It can cost you anytime you apply for a mortgage, rent an apartment, buy homeowners insurance or even interview for a new job.
It's your credit score, yet most people don't understand what it measures or how it works, according to a recent survey by the Consumer Federation of America of Washington, D.C., a nonprofit association of some 300 consumer groups.
Only about one-third of consumers correctly understand what a credit score does, the survey found.
It is a predictor of your credit behavior, spun from a complex computer model and based on your credit history. That history is stored and constantly updated by the nation's top three credit reporting agencies: Equifax (EFX), TransUnion and Experian, a subsidiary of the U.K.'s Gus Plc (GUSSF).

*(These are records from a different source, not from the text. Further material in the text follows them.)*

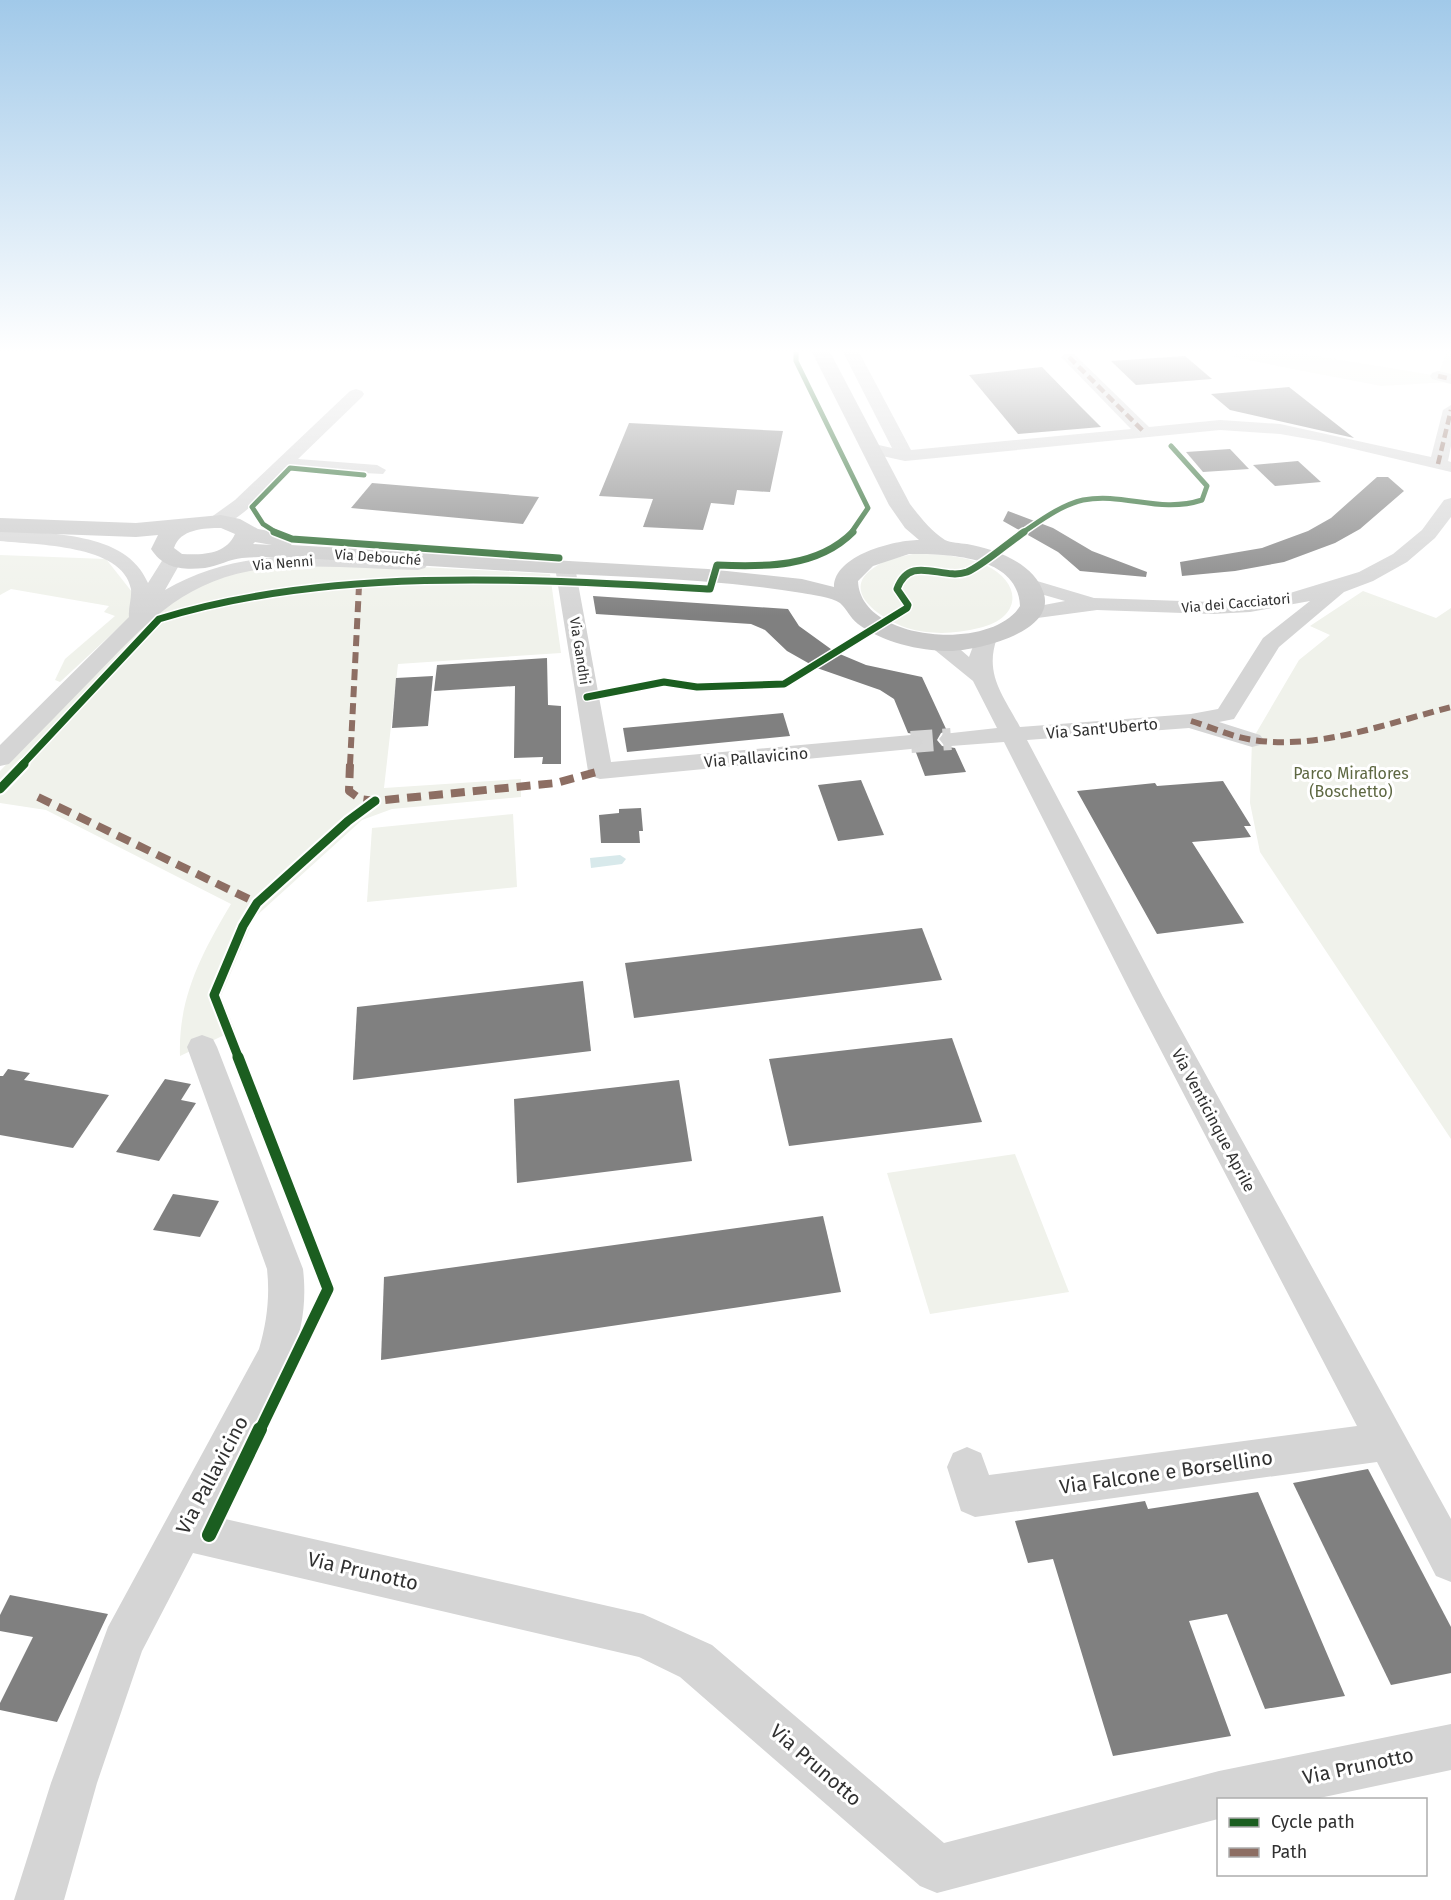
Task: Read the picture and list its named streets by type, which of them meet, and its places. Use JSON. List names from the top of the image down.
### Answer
{
  "streets": {
    "main road": ["Via Debouché"],
    "street": [
      "Via Nenni",
      "Via dei Cacciatori",
      "Via Gandhi",
      "Via Sant'Uberto",
      "Via Pallavicino",
      "Via Venticinque Aprile",
      "Via Falcone e Borsellino",
      "Via Prunotto"
    ]
  },
  "crossings": [
    ["Via Debouché", "Via Nenni"],
    ["Via Debouché", "Via Gandhi"],
    ["Via dei Cacciatori", "Via Sant'Uberto"],
    ["Via Gandhi", "Via Pallavicino"],
    ["Via Sant'Uberto", "Via Venticinque Aprile"],
    ["Via Pallavicino", "Via Prunotto"],
    ["Via Venticinque Aprile", "Via Falcone e Borsellino"]
  ],
  "parks": ["Parco Miraflores (Boschetto)"],
  "legend": ["Cycle path", "Path"]
}
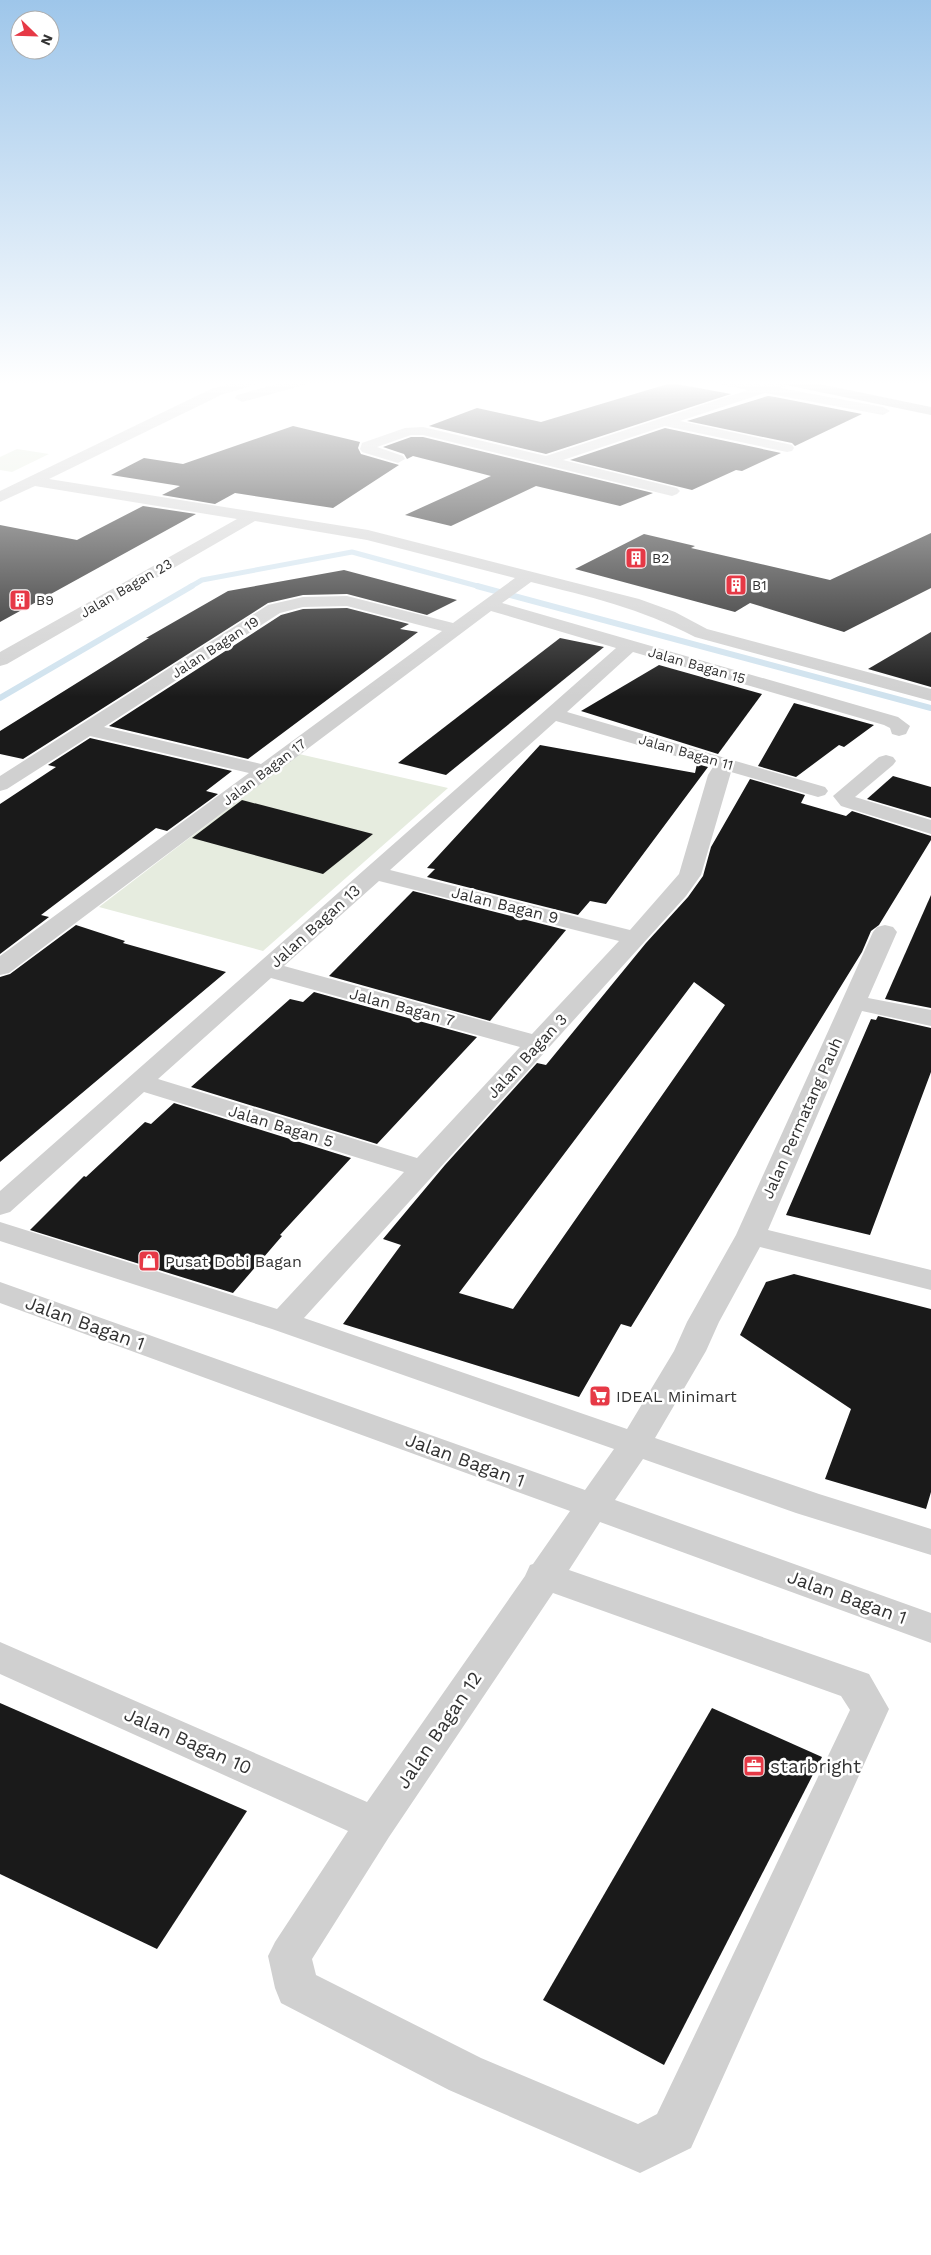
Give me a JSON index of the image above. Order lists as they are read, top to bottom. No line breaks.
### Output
{"streets":{"street":["Jalan Bagan 23","Jalan Bagan 19","Jalan Bagan 15","Jalan Bagan 11","Jalan Bagan 17","Jalan Bagan 9","Jalan Bagan 13","Jalan Bagan 7","Jalan Bagan 3","Jalan Permatang Pauh","Jalan Bagan 5","Jalan Bagan 1","Jalan Bagan 12","Jalan Bagan 10"]},"crossings":[["Jalan Bagan 19","Jalan Bagan 17"],["Jalan Bagan 15","Jalan Bagan 17"],["Jalan Bagan 15","Jalan Bagan 13"],["Jalan Bagan 11","Jalan Bagan 13"],["Jalan Bagan 11","Jalan Bagan 3"],["Jalan Bagan 9","Jalan Bagan 13"],["Jalan Bagan 9","Jalan Bagan 3"],["Jalan Bagan 13","Jalan Bagan 7"],["Jalan Bagan 13","Jalan Bagan 5"],["Jalan Bagan 7","Jalan Bagan 3"],["Jalan Bagan 3","Jalan Bagan 5"],["Jalan Permatang Pauh","Jalan Bagan 1"],["Jalan Permatang Pauh","Jalan Bagan 12"],["Jalan Bagan 1","Jalan Bagan 12"],["Jalan Bagan 12","Jalan Bagan 10"]],"places":{"building":["B2","B1","B9"],"shop":["Pusat Dobi Bagan"],"supermarket":["IDEAL Minimart"],"office":["starbright"]},"north":"bottom right"}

The best-known credit score is the FICO from industry pioneer Fair Isaac (FIC). FICO scores range from the poorest rating of 500 to a top of 850, with 723 as the nation's current median score, according to the company.
The higher the score, the more credit is available to you at lower interest rates. A borrower seeking a $300,000 mortgage with a score below 559 would pay about 9.234% interest on a 30-year fixed mortgage, or $2,465 a month, according to Fair Isaac, while the same loan would cost a borrower with a FICO above 720 just 5.515% interest, or $1,706 per month.
"Ignorance about your credit score can cost you," says Liz Pulliam Weston, author of the new book Your Credit Score: How to Fix, Improve, and Protect the 3-Digit Number that Shapes Your Financial Future and syndicated newspaper columnist. Usually people with bad or mediocre credit "get all the loans they want," she says, "but they don't realize the high price they're paying."